Why this order matters:

  • .detach() leaves the gradient graph.
  • .cpu() ensures NumPy can read the data.
  • .numpy() converts to a NumPy array.

Common Error Patterns

SymptomLikely causeFix
mat1 and mat2 shapes cannot be multipliedwrong matrix multiplication dimensionsprint both shapes before @ or nn.Linear
expected scalar type Longlabels are float for classification lossuse y = y.long()
Expected all tensors to be on the same devicemodel and data live on different devicesmove both model and data with .to(device)
loss runs but result is strangebroadcasting happened in the wrong directionwrite both shapes and verify expansion
NumPy conversion failstensor is on GPU or still attached to graphuse tensor.detach().cpu().numpy()

Quick Debug Checklist

Before a tensor enters a model, print this:

print("shape:", tuple(X.shape))
print("dtype:", X.dtype)
print("device:", X.device)
print("meaning: [batch, features]")

Before a loss function, check this:

print("logits:", tuple(logits.shape), logits.dtype)
print("labels:", tuple(y.shape), y.dtype)
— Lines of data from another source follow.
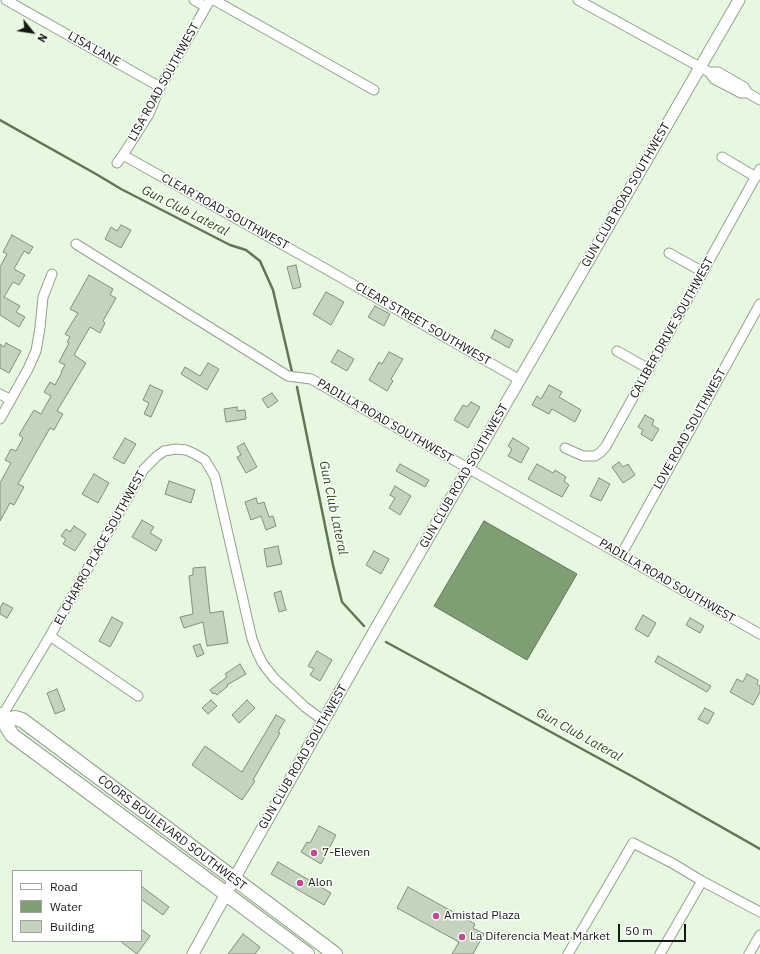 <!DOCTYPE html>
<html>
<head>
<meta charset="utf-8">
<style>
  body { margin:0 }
  #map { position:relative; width:760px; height:954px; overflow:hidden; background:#e7f8e0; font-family:"IBM Plex Sans",sans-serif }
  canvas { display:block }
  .legend { position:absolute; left:12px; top:870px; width:130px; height:72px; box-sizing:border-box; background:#fff; border:1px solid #a1a3a0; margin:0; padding:5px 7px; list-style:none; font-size:12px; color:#141a12 }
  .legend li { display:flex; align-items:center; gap:8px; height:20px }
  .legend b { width:20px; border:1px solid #a1a3a0 }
  .north { position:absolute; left:12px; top:12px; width:40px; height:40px; -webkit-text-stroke:3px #fff; paint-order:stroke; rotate:120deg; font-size:11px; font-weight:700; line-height:16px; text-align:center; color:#141a12 }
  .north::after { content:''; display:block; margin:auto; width:14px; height:18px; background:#141a12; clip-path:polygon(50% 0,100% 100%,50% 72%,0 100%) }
  .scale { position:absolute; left:618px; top:924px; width:68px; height:18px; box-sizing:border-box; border:2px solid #141a12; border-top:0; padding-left:5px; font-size:12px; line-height:14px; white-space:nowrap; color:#141a12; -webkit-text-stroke:3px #fff; paint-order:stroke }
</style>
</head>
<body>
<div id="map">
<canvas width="760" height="954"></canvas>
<ul class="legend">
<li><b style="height:5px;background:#fff"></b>Road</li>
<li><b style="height:11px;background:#809e73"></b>Water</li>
<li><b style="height:11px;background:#c3d3bc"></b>Building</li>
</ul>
<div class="north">N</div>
<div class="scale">50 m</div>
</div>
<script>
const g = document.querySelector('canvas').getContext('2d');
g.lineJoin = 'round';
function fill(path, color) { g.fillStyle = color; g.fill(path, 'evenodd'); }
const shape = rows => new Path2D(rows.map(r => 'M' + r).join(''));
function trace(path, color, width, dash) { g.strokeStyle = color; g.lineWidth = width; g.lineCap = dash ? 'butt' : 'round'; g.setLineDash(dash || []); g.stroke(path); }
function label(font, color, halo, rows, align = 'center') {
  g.font = font + ' "IBM Plex Sans",sans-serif'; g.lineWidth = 3; g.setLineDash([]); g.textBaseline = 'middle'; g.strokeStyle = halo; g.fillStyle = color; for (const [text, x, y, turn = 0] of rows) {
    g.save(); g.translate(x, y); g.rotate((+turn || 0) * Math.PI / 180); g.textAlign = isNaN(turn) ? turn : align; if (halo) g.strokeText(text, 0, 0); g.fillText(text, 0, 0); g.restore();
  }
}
const water = shape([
  [484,521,577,574,527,660,434,606,484,521]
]);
const stream = shape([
  [0,120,96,174,121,189,230,245,246,250,260,261,273,290,292,372],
  [297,387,333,565,342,602,364,626],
  [386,642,637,779,760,849]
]);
const building = shape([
  [121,225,131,230,121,248,105,239,111,227,117,231,121,225],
  [12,235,33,247,29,254,24,251,14,269,25,275,19,285,13,282,4,297,20,306,16,312,25,317,19,327,0,315,0,267,7,254,3,252,12,235],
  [296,265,301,287,293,289,287,267,296,265],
  [89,275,113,289,110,295,116,298,103,321,105,323,100,333,90,327,74,355,86,363,57,411,63,414,54,430,50,428,18,484,24,487,14,505,10,503,0,521,0,483,11,463,5,460,11,449,16,451,23,438,19,435,34,410,41,414,51,396,44,392,50,382,55,385,62,372,61,372,65,365,59,362,69,343,67,342,70,337,65,334,78,313,70,309,89,275],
  [326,292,344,302,331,325,313,314,326,292],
  [375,306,390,314,384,326,368,317,375,306],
  [495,330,513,340,509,348,491,338,495,330],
  [6,343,21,351,9,373,0,368,0,344,4,347,6,343],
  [338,350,354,359,347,371,331,362,338,350],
  [389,352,403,359,391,379,393,381,387,391,369,380,379,362,382,364,389,352],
  [208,363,219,369,207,390,181,374,185,367,200,376,208,363],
  [150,385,163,391,151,417,144,414,149,403,143,400,150,385],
  [549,385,562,392,559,397,581,410,575,422,552,409,549,414,532,405,537,396,541,399,549,385],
  [272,393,278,401,268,408,262,399,272,393],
  [471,402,480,407,468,428,454,420,463,405,467,407,471,402],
  [237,407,237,411,245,410,246,419,226,422,224,409,237,407],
  [645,415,654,420,652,425,659,429,652,441,641,434,643,430,638,427,645,415],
  [125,438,136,444,124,464,113,458,125,438],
  [513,438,529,448,521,463,508,456,512,449,508,446,513,438],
  [244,443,257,467,246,473,237,457,241,455,237,447,244,443],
  [619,462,623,467,628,464,635,475,623,483,612,467,619,462],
  [400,464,429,480,425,487,396,471,400,464],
  [537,464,553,473,555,470,566,477,564,481,569,485,562,497,528,479,537,464],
  [94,474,109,483,98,503,82,494,94,474],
  [599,478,610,484,601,501,590,496,599,478],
  [169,481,195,490,191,503,165,494,169,481],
  [395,486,411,496,400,515,389,508,395,498,390,495,395,486],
  [256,498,258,504,264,502,269,517,273,516,276,526,266,530,261,516,251,520,245,502,256,498],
  [142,520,154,527,150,533,162,540,156,551,132,537,142,520],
  [74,526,86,534,75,551,63,544,66,539,61,536,66,529,70,532,74,526],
  [278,546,282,564,267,567,264,549,278,546],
  [374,551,389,559,381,574,366,565,374,551],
  [205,567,210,613,223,611,228,643,207,646,203,622,184,628,180,617,193,614,189,576,193,575,193,568,205,567],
  [281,591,286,610,279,612,274,593,281,591],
  [3,603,13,608,7,618,0,614,0,608,3,603],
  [643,615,656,623,648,637,635,629,643,615],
  [112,617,123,623,110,647,99,641,112,617],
  [690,618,704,626,700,633,686,625,690,618],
  [200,644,204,654,197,657,193,646,200,644],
  [317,651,332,660,320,681,310,675,314,669,308,666,317,651],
  [658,656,711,686,707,692,655,662,658,656],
  [240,664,246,674,227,685,228,686,217,695,215,693,213,694,210,690,227,677,225,674,240,664],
  [747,674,758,680,757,684,760,686,760,692,753,705,730,692,737,679,743,682,747,674],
  [57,689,65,710,55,714,47,693,57,689],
  [211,700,217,706,208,714,202,708,211,700],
  [247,700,255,708,239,723,232,715,247,700],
  [705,708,714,713,708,724,698,719,705,708],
  [276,715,285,720,278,732,280,733,253,780,255,781,242,800,192,765,205,746,242,772,276,715],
  [319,826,336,835,321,864,301,852,307,842,310,843,319,826],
  [278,862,331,893,324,905,271,874,278,862],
  [141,886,169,907,163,915,141,899,141,886],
  [408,887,475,924,473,928,484,934,473,954,452,954,459,942,397,908,408,887],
  [141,929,150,936,137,954,120,941,141,941,141,929],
  [243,934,260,947,255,954,228,954,243,934]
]);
const minor = shape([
  [6,0,160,87],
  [194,0,206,7],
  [214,0,374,90],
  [578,0,709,72,714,79,741,93,748,93,744,87,718,72,709,72],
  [748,93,760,100],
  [123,155,326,269,520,380],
  [722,157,756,177],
  [117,163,123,155,149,114,160,87,210,0],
  [76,244,288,376,311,379,760,634],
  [669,253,703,272],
  [617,351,649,369],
  [0,394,11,400],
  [0,419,28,369,36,351,40,328,43,297,52,274],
  [565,448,583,456,595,456,601,452,606,446,760,169],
  [621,555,760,304],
  [50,636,138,696],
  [2,716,50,636,134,486,144,469,156,457,164,451,176,449,186,450,195,454,205,460,215,477,252,639,257,652,263,664,274,678,305,707,324,721],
  [568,954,633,843,672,863,702,881,760,912],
  [660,954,702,881],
  [749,954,760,935]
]);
const tertiary = shape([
  [193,954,248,854,375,630,739,0]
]);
const primary = shape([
  [0,715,7,720,15,718,22,720,335,954],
  [7,720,7,727,12,735,307,954]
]);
const markers = [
  [314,853,4,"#c64794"],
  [300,883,4,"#c64794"],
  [436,916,4,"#c64794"],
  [462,937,4,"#c64794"]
];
const streetNames = [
  ["LISA LANE",94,49,29],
  ["LISA ROAD SOUTHWEST",164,82,-61],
  ["GUN CLUB ROAD SOUTHWEST",626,195,-60],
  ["CLEAR ROAD SOUTHWEST",225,212,29],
  ["CLEAR STREET SOUTHWEST",423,324,30],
  ["CALIBER DRIVE SOUTHWEST",672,328,-61],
  ["PADILLA ROAD SOUTHWEST",385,421,30],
  ["LOVE ROAD SOUTHWEST",690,429,-61],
  ["GUN CLUB ROAD SOUTHWEST",464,476,-60],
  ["EL CHARRO PLACE SOUTHWEST",100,548,-61],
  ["PADILLA ROAD SOUTHWEST",667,581,30],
  ["GUN CLUB ROAD SOUTHWEST",303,757,-60],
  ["COORS BOULEVARD SOUTHWEST",172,833,37]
];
const poiNames = [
  ["7-Eleven",322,853],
  ["Alon",308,883],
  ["Amistad Plaza",444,916],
  ["La Diferencia Meat Market",470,937]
];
const waterNames = [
  ["Gun Club Lateral",185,211,27],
  ["Gun Club Lateral",333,508,78],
  ["Gun Club Lateral",579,735,29]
];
fill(water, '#809e73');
trace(water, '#607656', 1);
trace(stream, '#607656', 2.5);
fill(building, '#c3d3bc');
trace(building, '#808f7a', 1);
trace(minor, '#92a28c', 11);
trace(tertiary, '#92a28c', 13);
trace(primary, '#92a28c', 16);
trace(minor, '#fff', 9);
trace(tertiary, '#fff', 11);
trace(primary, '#fff', 14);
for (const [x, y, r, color] of markers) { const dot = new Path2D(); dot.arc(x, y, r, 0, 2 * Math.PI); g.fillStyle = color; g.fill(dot); trace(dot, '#fff', 1.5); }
label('12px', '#141a12', '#fff', streetNames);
label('12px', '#141a12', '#fff', poiNames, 'left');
label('italic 13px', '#285011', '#fff', waterNames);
</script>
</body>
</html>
For multi-class classification, the common pair is:

logits: [batch, classes], float32
labels: [batch], int64 / long

Exercises

  1. Change X in Lab 2 from two samples to three samples. Which shapes change, and which shapes stay the same?
  2. Create labels with shape [batch, 1], then fix them with squeeze(1) so CrossEntropyLoss accepts them.
  3. Move X, W, and b to device. What error do you get if you move only one of them?
  4. Replace X @ W with X * W. Why does it fail or produce a different meaning?

Key Takeaways

  • PyTorch basics are not about memorizing many functions; they are about matching shape, dtype, device, and operation.
  • @ means matrix multiplication; * means element-wise multiplication.
  • CrossEntropyLoss wants raw logits and long labels.
  • Broadcasting is powerful, but you should always know which dimension is being expanded.